■ **DIRECTIONS FOR THIS TASK**:
Take from the records below each line that holds "major".

Stored records:
+++++

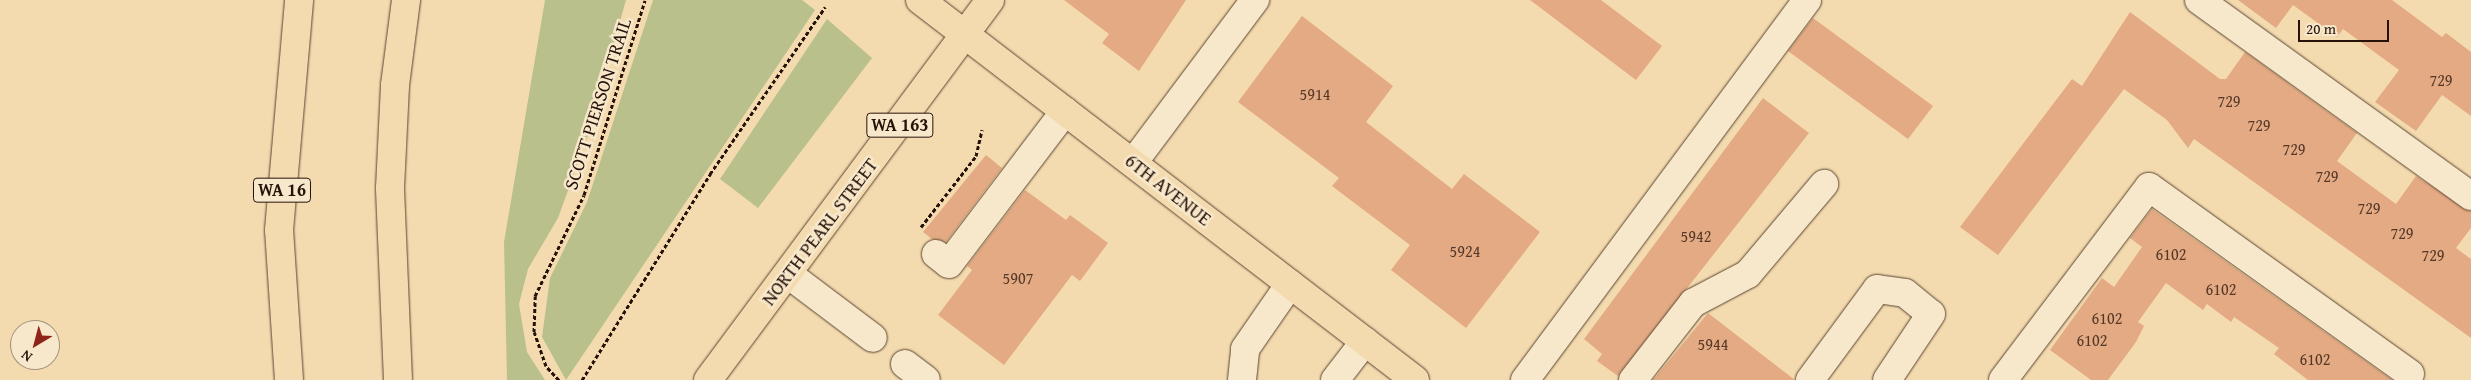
<!DOCTYPE html>
<style>
body{margin:0}
#map{position:relative;width:2471px;height:380px;overflow:hidden;background:#f4dbaf;font-family:"Gentium Book Plus",serif}
div>[style]{position:absolute}
.green>*{inset:0;background:#bac08b}
.building>*{inset:0;background:#e3aa83}
.path>*{height:3px;margin-top:-1.5px;transform-origin:0;background:repeating-linear-gradient(90deg,#261209 0 4px,transparent 0 6.5px)}
.roads{filter:drop-shadow(0 0 1px #5a4432) drop-shadow(0 0 1px #5a4432)}
.minor>*{height:28px;margin:-14px;padding:0 14px;transform-origin:14px;border-radius:14px;background:#f8e8cb}
.major>*{height:28px;margin:-14px;padding:0 14px;transform-origin:14px;border-radius:14px;background:#f4dbaf}
.highway>*{height:28px;margin:-14px;padding:0 14px;transform-origin:14px;border-radius:14px;background:#f4dbaf}
span{translate:-50% -50%;white-space:nowrap;text-align:center;line-height:1.15;-webkit-text-stroke:5px #f8e8cb;paint-order:stroke}
.number-label{font-size:16px;color:#553828}
.number-label span{-webkit-text-stroke-width:0}
.shield-label span{padding:1px 4px;background:#f8e8cb;border:1px solid;border-radius:4px;-webkit-text-stroke-width:0}
.shield-label{font-size:18px;color:#261209;font-weight:700}
.street-label{font-size:19px;color:#261209}
.north{position:absolute;left:10px;top:320px;width:50px;height:50px;box-sizing:border-box;background:#f8e8cb;border:1px solid #a4927d;border-radius:50%;rotate:217deg;font-size:14px;font-weight:700;line-height:20px;text-align:center;color:#261209}
.north::after{content:'';display:block;margin:auto;width:18px;height:22px;background:#8f2418;clip-path:polygon(50% 0,100% 100%,50% 72%,0 100%)}
.scale{position:absolute;left:2298px;top:20px;width:91px;height:22px;box-sizing:border-box;border:2px solid #261209;border-top:0;padding-left:6px;font-size:15px;line-height:18px;white-space:nowrap;color:#261209;-webkit-text-stroke:4px #f8e8cb;paint-order:stroke}
</style>
<div id="map">
<div class="green">
<i style="clip-path:polygon(545px 0,626px 0,589px 133px,558px 218px,528px 269px,519px 304px,527px 352px,545px 380px,507px 380px,504px 242px)"></i>
<i style="clip-path:polygon(653px 0,802px 0,815px 10px,566px 380px,542px 337px,550px 278px,587px 202px)"></i>
<i style="clip-path:polygon(827px 19px,872px 58px,758px 208px,720px 179px)"></i>
</div>
<div class="building">
<i style="clip-path:polygon(1064px 0,1186px 0,1139px 71px,1102px 43px,1109px 34px)"></i>
<i style="clip-path:polygon(1530px 0,1601px 0,1662px 46px,1636px 80px)"></i>
<i style="clip-path:polygon(2238px 0,2392px 0,2442px 37px,2446px 33px,2471px 52px,2471px 116px,2442px 95px,2416px 131px,2375px 102px,2399px 70px,2343px 29px,2337px 37px,2293px 5px,2276px 28px)"></i>
<i style="clip-path:polygon(2130px 12px,2220px 79px,2226px 79px,2245px 52px,2357px 133px,2337px 161px,2396px 204px,2416px 176px,2471px 211px,2471px 228px,2456px 248px,2471px 259px,2471px 338px,2194px 139px,2188px 148px,2167px 120px,2124px 89px,1998px 255px,1960px 227px,2072px 79px,2082px 86px)"></i>
<i style="clip-path:polygon(1302px 16px,1393px 86px,1366px 122px,1452px 189px,1464px 174px,1540px 232px,1466px 328px,1391px 270px,1410px 245px,1332px 186px,1339px 178px,1238px 102px)"></i>
<i style="clip-path:polygon(1813px 18px,1933px 106px,1908px 139px,1788px 51px)"></i>
<i style="clip-path:polygon(1763px 98px,1809px 133px,1618px 376px,1597px 361px,1602px 354px,1584px 339px)"></i>
<i style="clip-path:polygon(986px 155px,1002px 168px,946px 242px,932px 239px,923px 232px)"></i>
<i style="clip-path:polygon(1025px 190px,1066px 220px,1070px 215px,1108px 243px,1080px 281px,1072px 275px,1004px 365px,938px 315px,972px 270px,967px 266px)"></i>
<i style="clip-path:polygon(2152px 209px,2392px 380px,2308px 380px,2274px 354px,2279px 348px,2234px 317px,2231px 322px,2207px 304px,2203px 310px,2166px 283px,2138px 322px,2144px 326px,2136px 342px,2108px 380px,2091px 380px,2050px 350px,2102px 278px,2114px 287px,2142px 247px,2130px 238px)"></i>
<i style="clip-path:polygon(1708px 313px,1795px 380px,1653px 380px)"></i>
</div>
<div class="path">
<i style="left:921px;top:227px;width:90px;rotate:-52.2deg"></i>
<i style="left:976px;top:156px;width:27px;rotate:-77deg"></i>
<i style="left:559px;top:380px;width:19px;rotate:-133deg"></i>
<i style="left:546px;top:366px;width:36px;rotate:-109deg"></i>
<i style="left:534px;top:332px;width:36px;rotate:-88deg"></i>
<i style="left:535px;top:296px;width:112px;rotate:-64.1deg"></i>
<i style="left:584px;top:195px;width:204px;rotate:-72.6deg"></i>
<i style="left:582px;top:380px;width:243px;rotate:-58.1deg"></i>
<i style="left:710px;top:174px;width:203px;rotate:-55.4deg"></i>
</div>
<div class="roads">
<div class="minor">
<i style="left:2199px;top:0;width:335px;rotate:35.8deg"></i>
<i style="left:1133px;top:163px;width:204px;rotate:-53.2deg"></i>
<i style="left:936px;top:254px;width:16px;rotate:38deg"></i>
<i style="left:949px;top:264px;width:192px;rotate:-52.8deg"></i>
<i style="left:788px;top:274px;width:106px;rotate:37deg"></i>
<i style="left:905px;top:364px;width:26px;rotate:37deg"></i>
<i style="left:1242px;top:380px;width:31px;rotate:-84deg"></i>
<i style="left:1245px;top:349px;width:79px;rotate:-55.3deg"></i>
<i style="left:1335px;top:380px;width:49px;rotate:-52.4deg"></i>
<i style="left:1525px;top:380px;width:473px;rotate:-53.4deg"></i>
<i style="left:1633px;top:380px;width:98px;rotate:-52.1deg"></i>
<i style="left:1693px;top:303px;width:62px;rotate:-27.8deg"></i>
<i style="left:1748px;top:274px;width:118px;rotate:-49.8deg"></i>
<i style="left:1810px;top:380px;width:113px;rotate:-53.6deg"></i>
<i style="left:1877px;top:289px;width:28px;rotate:8deg"></i>
<i style="left:1905px;top:293px;width:33px;rotate:39deg"></i>
<i style="left:1931px;top:314px;width:79px;rotate:123.7deg"></i>
<i style="left:2003px;top:380px;width:242px;rotate:-52.9deg"></i>
<i style="left:2149px;top:187px;width:321px;rotate:35.6deg"></i>
</div>
<div class="major">
<i style="left:920px;top:0;width:624px;rotate:37.51deg"></i>
<i style="left:708px;top:380px;width:473px;rotate:-53.4deg"></i>
</div>
<div class="highway">
<i style="left:289px;top:380px;width:150px;rotate:-93.8deg"></i>
<i style="left:279px;top:230px;width:231px;rotate:-85deg"></i>
<i style="left:398px;top:380px;width:192px;rotate:-92.4deg"></i>
<i style="left:390px;top:188px;width:103px;rotate:-87.2deg"></i>
<i style="left:395px;top:85px;width:86px;rotate:-82.6deg"></i>
</div>
</div>
<div class="number-label">
<span style="left:2441px;top:80px">729</span>
<span style="left:1315px;top:94px">5914</span>
<span style="left:2229px;top:101px">729</span>
<span style="left:2259px;top:125px">729</span>
<span style="left:2294px;top:149px">729</span>
<span style="left:2327px;top:176px">729</span>
<span style="left:2369px;top:208px">729</span>
<span style="left:2402px;top:233px">729</span>
<span style="left:1696px;top:236px">5942</span>
<span style="left:1465px;top:251px">5924</span>
<span style="left:2171px;top:254px">6102</span>
<span style="left:2433px;top:255px">729</span>
<span style="left:1018px;top:278px">5907</span>
<span style="left:2221px;top:289px">6102</span>
<span style="left:2107px;top:318px">6102</span>
<span style="left:2092px;top:340px">6102</span>
<span style="left:1713px;top:344px">5944</span>
<span style="left:2315px;top:359px">6102</span>
</div>
<div class="shield-label">
<span style="left:900px;top:125px">WA 163</span>
<span style="left:282px;top:190px">WA 16</span>
</div>
<div class="street-label">
<span style="left:598px;top:104px;rotate:-72deg">SCOTT PIERSON TRAIL</span>
<span style="left:1168px;top:190px;rotate:38deg">6TH AVENUE</span>
<span style="left:820px;top:232px;rotate:-53deg">NORTH PEARL STREET</span>
</div>
<div class="north">N</div>
<div class="scale">20 m</div>
</div>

+++++

■ **COMPLETED EXERCISE**:
.major>*{height:28px;margin:-14px;padding:0 14px;transform-origin:14px;border-radius:14px;background:#f4dbaf}
<div class="major">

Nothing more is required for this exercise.